(Work to complete): Go through the entries below and copy each line that holds the word "lane".

(Records shown):
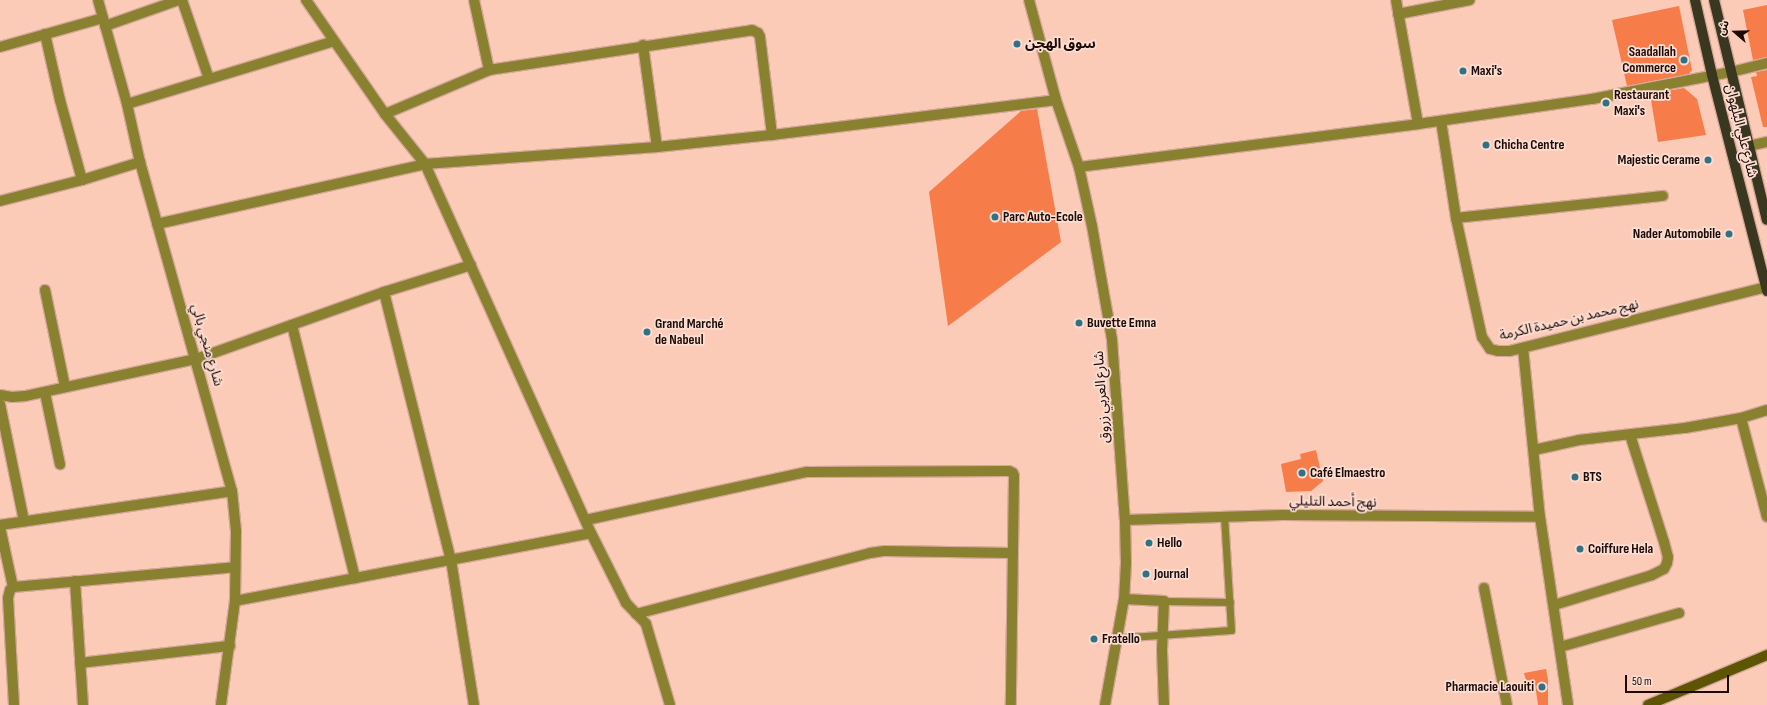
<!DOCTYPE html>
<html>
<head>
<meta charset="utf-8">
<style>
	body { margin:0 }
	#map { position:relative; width:1767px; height:705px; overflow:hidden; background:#fccbb8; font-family:"Sofia Sans Condensed","Noto Sans Arabic",sans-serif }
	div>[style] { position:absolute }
	.building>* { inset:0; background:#f67c49 }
	.roads { filter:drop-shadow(1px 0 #d4a898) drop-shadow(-1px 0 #d4a898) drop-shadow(0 1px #d4a898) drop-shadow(0 -1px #d4a898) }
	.lane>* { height:7px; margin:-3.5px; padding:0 3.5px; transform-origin:3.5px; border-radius:3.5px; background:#898030 }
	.street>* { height:10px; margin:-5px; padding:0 5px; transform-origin:5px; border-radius:5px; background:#898030 }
	.secondary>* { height:10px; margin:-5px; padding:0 5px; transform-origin:5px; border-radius:5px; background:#5d5504 }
	.primary>* { height:10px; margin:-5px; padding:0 5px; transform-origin:5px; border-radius:5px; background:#3a3720 }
	.dots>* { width:11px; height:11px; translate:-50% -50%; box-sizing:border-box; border:2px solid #fcddd2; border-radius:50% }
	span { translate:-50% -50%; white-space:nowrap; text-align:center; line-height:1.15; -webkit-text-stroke:3.5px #fcddd2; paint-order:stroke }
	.poi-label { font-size:14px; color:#1c0b06; font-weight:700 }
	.left { translate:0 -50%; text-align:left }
	.right { translate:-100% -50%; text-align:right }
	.street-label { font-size:14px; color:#1c0b06 }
	.north { position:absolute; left:1715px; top:12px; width:40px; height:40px; -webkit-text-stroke:3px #fcddd2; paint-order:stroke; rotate:290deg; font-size:11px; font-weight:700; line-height:16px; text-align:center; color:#1c0b06 }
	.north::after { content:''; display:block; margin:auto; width:14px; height:18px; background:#1c0b06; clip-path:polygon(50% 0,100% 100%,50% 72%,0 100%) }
	.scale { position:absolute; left:1625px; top:675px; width:104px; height:18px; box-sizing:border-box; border:2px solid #1c0b06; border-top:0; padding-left:5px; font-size:12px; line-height:14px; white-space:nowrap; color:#1c0b06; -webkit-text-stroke:3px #fcddd2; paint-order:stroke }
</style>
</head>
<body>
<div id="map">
	<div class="building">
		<i style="clip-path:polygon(1767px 5px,1767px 57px,1753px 60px,1743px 10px)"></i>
		<i style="clip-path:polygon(1679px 6px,1692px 70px,1689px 74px,1627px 86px,1612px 20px)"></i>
		<i style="clip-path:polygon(1767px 70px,1767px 127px,1763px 127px,1751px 77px,1757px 76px,1756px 72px)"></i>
		<i style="clip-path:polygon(1684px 88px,1697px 99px,1706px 135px,1658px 142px,1650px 94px)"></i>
		<i style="clip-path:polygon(1037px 109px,1061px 242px,948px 326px,929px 192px,1021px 111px)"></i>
		<i style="clip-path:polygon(1316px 450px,1323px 481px,1311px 491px,1286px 492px,1281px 464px,1301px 459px,1300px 454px)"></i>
		<i style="clip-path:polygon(1546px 669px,1548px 680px,1548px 705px,1538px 705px,1535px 684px,1527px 684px,1524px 673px)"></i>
	</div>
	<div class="roads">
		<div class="lane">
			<i style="left:1164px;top:601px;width:66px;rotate:0.9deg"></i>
			<i style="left:1116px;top:638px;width:115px;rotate:-4deg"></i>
			<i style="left:1231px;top:630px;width:113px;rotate:-93.5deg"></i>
		</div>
		<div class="street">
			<i style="left:98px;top:0;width:108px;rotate:74.4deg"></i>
			<i style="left:127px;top:104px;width:59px;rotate:77.4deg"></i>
			<i style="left:140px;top:162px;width:342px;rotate:74.4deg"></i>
			<i style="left:232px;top:491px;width:40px;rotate:84.3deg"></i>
			<i style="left:236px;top:531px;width:70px;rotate:90.8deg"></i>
			<i style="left:235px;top:601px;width:105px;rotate:97.7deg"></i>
			<i style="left:182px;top:0;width:83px;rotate:71.1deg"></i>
			<i style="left:306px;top:0;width:139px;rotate:55.3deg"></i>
			<i style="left:385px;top:114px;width:64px;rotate:51.3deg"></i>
			<i style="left:425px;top:164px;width:405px;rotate:65.8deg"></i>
			<i style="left:591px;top:533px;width:78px;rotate:63.4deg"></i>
			<i style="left:626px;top:603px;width:29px;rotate:46deg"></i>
			<i style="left:646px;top:624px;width:84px;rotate:73.5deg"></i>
			<i style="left:474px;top:0;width:72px;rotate:77.9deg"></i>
			<i style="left:1029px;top:0;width:104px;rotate:74.9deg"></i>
			<i style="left:1056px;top:100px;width:71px;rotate:71.1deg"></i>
			<i style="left:1079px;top:167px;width:60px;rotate:77.6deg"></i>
			<i style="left:1092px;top:226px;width:116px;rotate:80deg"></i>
			<i style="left:1112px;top:340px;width:180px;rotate:85.9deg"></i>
			<i style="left:1125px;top:520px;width:43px;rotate:88.7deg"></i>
			<i style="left:1126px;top:563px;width:36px;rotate:93deg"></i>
			<i style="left:1124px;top:599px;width:108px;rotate:100.2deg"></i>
			<i style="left:1396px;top:0;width:126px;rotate:79.9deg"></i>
			<i style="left:1398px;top:14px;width:73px;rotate:-11deg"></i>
			<i style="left:105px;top:26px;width:78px;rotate:-19.4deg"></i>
			<i style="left:45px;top:34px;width:68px;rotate:77.2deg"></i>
			<i style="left:60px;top:100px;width:83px;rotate:74.6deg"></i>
			<i style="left:643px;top:45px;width:103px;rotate:82.2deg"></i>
			<i style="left:0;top:47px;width:107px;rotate:-15.7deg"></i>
			<i style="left:127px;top:104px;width:216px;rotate:-16.9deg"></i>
			<i style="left:385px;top:114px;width:113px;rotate:-22.9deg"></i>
			<i style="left:489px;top:70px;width:266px;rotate:-8.6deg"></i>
			<i style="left:752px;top:30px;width:7px;rotate:27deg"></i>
			<i style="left:758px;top:33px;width:4px;rotate:63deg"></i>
			<i style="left:760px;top:37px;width:99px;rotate:83deg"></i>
			<i style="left:1441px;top:121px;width:98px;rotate:81.2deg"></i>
			<i style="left:1456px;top:218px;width:122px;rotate:77.7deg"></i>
			<i style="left:1482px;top:337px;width:14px;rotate:56deg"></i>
			<i style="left:1490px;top:349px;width:9px;rotate:13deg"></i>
			<i style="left:1499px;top:351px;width:11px"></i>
			<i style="left:1510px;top:351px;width:264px;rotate:-14deg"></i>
			<i style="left:1749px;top:146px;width:18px;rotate:-13deg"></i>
			<i style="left:1079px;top:167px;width:342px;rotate:-7.2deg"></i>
			<i style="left:1418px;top:124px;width:176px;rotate:-8.2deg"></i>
			<i style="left:1592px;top:99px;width:142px;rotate:-11deg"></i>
			<i style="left:1731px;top:72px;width:37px;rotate:-14deg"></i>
			<i style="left:0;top:201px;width:85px;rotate:-14.4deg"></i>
			<i style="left:82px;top:180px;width:61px;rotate:-17.2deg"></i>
			<i style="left:1456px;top:218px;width:208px;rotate:-6.1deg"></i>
			<i style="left:157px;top:224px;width:275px;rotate:-12.6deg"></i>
			<i style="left:425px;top:164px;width:233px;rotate:-4.2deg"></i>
			<i style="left:657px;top:147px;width:116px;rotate:-6deg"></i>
			<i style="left:772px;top:135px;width:286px;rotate:-7deg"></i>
			<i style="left:45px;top:290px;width:99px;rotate:78.3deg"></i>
			<i style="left:384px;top:292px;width:276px;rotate:76deg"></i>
			<i style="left:451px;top:560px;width:147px;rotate:81deg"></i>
			<i style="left:292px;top:325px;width:261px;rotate:76deg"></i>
			<i style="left:1523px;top:348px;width:170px;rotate:84.3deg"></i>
			<i style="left:1540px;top:517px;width:190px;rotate:81.5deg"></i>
			<i style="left:45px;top:393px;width:73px;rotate:78.1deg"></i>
			<i style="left:0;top:395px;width:12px;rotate:9deg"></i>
			<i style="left:12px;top:397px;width:13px;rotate:-4deg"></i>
			<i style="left:25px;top:396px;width:175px;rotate:-12.2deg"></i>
			<i style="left:196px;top:359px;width:200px;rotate:-19.6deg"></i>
			<i style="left:384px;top:292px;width:91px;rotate:-17.2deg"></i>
			<i style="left:0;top:404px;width:119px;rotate:78.4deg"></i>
			<i style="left:1741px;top:418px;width:102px;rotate:75.3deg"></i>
			<i style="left:1534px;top:450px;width:46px;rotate:-12.5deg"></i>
			<i style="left:1579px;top:440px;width:107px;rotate:-6.5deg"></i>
			<i style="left:1685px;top:428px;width:57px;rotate:-10.1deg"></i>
			<i style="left:1741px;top:418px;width:27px;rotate:-17deg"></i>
			<i style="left:586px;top:520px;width:226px;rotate:-12.3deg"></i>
			<i style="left:807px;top:472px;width:202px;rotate:-0.3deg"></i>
			<i style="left:1009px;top:471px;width:4px;rotate:27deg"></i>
			<i style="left:1013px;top:473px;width:3px;rotate:72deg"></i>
			<i style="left:1014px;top:476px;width:229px;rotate:90.8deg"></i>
			<i style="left:1125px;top:520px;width:157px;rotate:-1.8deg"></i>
			<i style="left:1282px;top:515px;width:258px;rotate:0.4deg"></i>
			<i style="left:0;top:525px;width:234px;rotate:-8.3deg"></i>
			<i style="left:0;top:527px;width:61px;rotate:77.8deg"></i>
			<i style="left:75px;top:581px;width:124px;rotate:86.3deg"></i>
			<i style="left:1484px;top:588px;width:119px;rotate:78.9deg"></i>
			<i style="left:1124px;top:599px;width:40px;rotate:2.9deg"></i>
			<i style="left:1164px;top:601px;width:49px;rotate:92.3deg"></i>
			<i style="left:1162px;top:650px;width:55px;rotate:87.9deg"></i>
			<i style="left:235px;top:601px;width:362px;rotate:-10.8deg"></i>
			<i style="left:1554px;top:605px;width:102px;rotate:-17deg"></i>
			<i style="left:1652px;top:575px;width:13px;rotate:-27deg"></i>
			<i style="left:1664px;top:569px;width:7px;rotate:-63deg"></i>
			<i style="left:1667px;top:563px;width:6px;rotate:-81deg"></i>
			<i style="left:1668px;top:557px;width:16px;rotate:-105deg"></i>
			<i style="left:1664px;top:542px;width:112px;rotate:-107.6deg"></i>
			<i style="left:636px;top:614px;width:242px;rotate:-14.6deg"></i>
			<i style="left:870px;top:553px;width:15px;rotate:-8deg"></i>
			<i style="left:885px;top:551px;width:127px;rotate:0.9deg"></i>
			<i style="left:1560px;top:647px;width:124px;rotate:-15.9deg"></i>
			<i style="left:80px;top:663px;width:151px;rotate:-6.5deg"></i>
			<i style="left:14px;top:705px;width:107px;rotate:-93.2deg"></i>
			<i style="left:8px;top:598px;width:8px;rotate:-76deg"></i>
			<i style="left:10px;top:590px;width:4px;rotate:-45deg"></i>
			<i style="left:13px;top:587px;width:223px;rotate:-5.1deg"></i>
		</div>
		<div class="secondary">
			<i style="left:1648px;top:705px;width:129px;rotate:-22.8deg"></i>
		</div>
		<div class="primary">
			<i style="left:1695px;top:0;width:77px;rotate:77.2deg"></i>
			<i style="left:1712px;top:75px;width:223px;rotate:75.7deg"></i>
			<i style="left:1714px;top:0;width:226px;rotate:76.5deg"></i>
		</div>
	</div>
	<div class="dots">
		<i style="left:1017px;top:44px;background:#317185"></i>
		<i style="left:1684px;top:60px;background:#317185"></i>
		<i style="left:1463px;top:71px;background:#317185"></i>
		<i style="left:1606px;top:103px;background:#317185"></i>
		<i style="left:1486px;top:145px;background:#317185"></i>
		<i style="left:1708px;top:160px;background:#317185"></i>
		<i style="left:995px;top:217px;background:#317185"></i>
		<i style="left:1729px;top:234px;background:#317185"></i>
		<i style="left:1079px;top:323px;background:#317185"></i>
		<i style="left:647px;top:332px;background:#317185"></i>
		<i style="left:1302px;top:473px;background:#317185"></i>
		<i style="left:1575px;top:477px;background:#317185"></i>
		<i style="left:1149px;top:543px;background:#317185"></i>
		<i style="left:1580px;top:549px;background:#317185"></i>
		<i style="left:1146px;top:574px;background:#317185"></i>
		<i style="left:1094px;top:639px;background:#317185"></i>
		<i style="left:1542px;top:687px;background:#317185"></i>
	</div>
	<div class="poi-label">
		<span class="left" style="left:1025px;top:44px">سوق الهجن</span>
		<span class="right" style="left:1676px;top:60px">Saadallah<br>Commerce</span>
		<span class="left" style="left:1471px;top:71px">Maxi's</span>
		<span class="left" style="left:1614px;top:103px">Restaurant<br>Maxi's</span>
		<span class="left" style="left:1494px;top:145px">Chicha Centre</span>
		<span class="right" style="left:1700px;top:160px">Majestic Cerame</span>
		<span class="left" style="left:1003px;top:217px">Parc Auto-Ecole</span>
		<span class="right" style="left:1721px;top:234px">Nader Automobile</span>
		<span class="left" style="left:1087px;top:323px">Buvette Emna</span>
		<span class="left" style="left:655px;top:332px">Grand Marché<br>de Nabeul</span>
		<span class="left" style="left:1310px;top:473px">Café Elmaestro</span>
		<span class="left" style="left:1583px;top:477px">BTS</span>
		<span class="left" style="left:1157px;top:543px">Hello</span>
		<span class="left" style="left:1588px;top:549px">Coiffure Hela</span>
		<span class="left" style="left:1154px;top:574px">Journal</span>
		<span class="left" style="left:1102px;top:639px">Fratello</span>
		<span class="right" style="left:1534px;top:687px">Pharmacie Laouiti</span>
	</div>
	<div class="street-label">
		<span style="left:1741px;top:131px;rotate:76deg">شارع علي البلهوان</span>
		<span style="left:1569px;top:320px;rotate:-13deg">نهج محمد بن حميدة الكرمة</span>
		<span style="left:207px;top:345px;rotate:74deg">شارع منجي بالي</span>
		<span style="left:1102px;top:397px;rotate:-94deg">شارع العربي زروق</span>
		<span style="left:1333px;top:502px;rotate:1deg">نهج أحمد التليلي</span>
	</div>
	<div class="north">ش</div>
	<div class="scale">50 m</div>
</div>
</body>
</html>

(Answer below):
	.lane>* { height:7px; margin:-3.5px; padding:0 3.5px; transform-origin:3.5px; border-radius:3.5px; background:#898030 }
		<div class="lane">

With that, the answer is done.